_Directions_. Retrieve each line that contains the word "lane" from the entries below.

_Extracted records_.

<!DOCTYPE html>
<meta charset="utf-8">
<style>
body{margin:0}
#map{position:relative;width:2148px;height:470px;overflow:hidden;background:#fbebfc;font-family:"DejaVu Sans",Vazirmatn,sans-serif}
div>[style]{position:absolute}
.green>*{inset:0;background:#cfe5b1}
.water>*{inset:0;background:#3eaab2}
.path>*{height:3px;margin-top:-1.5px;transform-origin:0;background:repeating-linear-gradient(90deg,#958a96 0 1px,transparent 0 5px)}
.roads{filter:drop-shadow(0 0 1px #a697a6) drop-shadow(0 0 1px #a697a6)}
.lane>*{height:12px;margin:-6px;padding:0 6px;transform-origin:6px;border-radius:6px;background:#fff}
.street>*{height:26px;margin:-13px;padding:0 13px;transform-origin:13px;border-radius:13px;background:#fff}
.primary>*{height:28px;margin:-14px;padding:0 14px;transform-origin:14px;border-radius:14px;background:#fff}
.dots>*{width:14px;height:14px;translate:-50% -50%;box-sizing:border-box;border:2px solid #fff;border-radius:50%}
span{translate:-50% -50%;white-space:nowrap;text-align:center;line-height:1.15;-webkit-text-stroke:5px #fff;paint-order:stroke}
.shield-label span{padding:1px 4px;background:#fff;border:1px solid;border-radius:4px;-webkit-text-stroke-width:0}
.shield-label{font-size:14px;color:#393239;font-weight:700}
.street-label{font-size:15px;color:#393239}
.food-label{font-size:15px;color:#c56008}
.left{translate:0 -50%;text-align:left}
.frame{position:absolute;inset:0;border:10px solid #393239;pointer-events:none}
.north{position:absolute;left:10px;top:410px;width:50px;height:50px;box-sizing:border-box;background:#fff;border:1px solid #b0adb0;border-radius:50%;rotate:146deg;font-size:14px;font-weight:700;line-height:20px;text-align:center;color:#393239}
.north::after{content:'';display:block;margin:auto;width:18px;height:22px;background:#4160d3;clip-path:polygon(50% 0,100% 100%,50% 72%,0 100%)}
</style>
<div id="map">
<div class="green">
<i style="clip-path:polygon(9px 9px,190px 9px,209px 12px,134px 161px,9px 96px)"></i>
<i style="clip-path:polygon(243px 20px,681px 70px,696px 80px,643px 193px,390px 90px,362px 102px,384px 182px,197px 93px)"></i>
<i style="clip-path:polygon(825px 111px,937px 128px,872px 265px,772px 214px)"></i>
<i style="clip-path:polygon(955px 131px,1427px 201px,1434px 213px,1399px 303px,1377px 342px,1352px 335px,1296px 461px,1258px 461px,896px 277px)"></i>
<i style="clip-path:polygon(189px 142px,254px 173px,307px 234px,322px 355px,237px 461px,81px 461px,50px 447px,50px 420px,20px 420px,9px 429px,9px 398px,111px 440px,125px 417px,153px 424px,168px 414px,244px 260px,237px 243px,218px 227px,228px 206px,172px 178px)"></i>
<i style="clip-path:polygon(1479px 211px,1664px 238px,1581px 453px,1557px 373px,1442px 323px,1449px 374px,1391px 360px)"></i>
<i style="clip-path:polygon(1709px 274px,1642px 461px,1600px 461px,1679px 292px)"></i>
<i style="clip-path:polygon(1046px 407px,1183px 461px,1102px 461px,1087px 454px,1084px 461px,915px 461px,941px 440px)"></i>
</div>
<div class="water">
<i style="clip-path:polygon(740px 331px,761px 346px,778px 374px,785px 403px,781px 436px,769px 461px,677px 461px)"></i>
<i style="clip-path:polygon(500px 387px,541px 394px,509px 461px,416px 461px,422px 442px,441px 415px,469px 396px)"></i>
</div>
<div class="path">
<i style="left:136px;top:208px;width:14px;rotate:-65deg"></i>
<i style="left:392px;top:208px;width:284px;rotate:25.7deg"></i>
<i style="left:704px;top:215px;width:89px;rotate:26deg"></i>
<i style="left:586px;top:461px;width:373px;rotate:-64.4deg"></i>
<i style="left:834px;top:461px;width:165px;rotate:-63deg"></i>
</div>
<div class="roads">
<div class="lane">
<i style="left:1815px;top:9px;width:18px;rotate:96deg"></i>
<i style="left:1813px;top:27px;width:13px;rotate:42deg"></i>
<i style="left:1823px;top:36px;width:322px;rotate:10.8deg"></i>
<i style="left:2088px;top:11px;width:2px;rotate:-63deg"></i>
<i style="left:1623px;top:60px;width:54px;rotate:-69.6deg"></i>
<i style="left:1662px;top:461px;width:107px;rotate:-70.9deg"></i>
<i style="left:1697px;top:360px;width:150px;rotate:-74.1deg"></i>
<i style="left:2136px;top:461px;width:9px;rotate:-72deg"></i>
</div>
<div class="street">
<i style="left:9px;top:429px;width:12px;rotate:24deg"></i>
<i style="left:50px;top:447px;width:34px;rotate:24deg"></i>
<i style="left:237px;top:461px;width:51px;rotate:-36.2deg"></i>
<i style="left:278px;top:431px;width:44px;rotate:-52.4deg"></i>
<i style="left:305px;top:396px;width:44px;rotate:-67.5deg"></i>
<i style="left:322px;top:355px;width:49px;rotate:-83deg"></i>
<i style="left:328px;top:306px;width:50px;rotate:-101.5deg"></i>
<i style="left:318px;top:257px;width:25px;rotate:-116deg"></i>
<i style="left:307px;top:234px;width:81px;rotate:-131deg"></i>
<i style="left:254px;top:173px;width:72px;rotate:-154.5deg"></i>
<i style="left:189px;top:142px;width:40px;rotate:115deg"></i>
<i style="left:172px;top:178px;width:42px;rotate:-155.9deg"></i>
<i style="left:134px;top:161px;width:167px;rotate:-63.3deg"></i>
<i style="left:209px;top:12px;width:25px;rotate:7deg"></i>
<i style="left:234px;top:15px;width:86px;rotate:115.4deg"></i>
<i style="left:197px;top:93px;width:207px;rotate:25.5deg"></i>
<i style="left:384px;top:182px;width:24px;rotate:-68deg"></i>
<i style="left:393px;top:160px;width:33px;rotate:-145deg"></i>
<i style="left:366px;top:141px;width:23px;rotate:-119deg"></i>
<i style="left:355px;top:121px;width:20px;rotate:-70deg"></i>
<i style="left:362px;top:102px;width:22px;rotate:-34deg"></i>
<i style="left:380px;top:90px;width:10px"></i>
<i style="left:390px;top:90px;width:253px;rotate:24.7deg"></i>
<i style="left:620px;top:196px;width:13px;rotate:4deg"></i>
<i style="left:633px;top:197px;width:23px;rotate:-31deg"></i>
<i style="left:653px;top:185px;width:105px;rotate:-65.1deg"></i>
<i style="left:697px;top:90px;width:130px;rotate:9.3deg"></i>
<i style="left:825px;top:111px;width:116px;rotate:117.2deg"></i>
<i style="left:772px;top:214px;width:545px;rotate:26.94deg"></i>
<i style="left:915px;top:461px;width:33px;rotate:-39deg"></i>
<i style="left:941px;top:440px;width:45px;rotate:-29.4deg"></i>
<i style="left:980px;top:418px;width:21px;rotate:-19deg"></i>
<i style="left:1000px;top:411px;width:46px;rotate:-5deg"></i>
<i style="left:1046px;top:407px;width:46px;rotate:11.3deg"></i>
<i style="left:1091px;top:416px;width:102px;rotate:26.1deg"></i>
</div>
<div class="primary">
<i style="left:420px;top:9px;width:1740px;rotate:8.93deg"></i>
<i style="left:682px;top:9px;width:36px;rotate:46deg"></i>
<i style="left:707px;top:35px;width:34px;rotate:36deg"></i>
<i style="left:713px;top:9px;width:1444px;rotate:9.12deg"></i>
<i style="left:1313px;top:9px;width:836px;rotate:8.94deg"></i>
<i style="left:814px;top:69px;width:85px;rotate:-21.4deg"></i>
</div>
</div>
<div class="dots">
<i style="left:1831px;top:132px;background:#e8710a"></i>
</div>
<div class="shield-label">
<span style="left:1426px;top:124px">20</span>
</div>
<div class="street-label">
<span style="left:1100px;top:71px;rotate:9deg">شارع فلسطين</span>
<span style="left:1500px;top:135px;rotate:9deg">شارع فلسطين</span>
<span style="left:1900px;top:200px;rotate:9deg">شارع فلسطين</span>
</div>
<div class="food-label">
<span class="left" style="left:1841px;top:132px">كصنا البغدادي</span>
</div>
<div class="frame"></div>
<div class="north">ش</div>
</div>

_Written solution_.
.lane>*{height:12px;margin:-6px;padding:0 6px;transform-origin:6px;border-radius:6px;background:#fff}
<div class="lane">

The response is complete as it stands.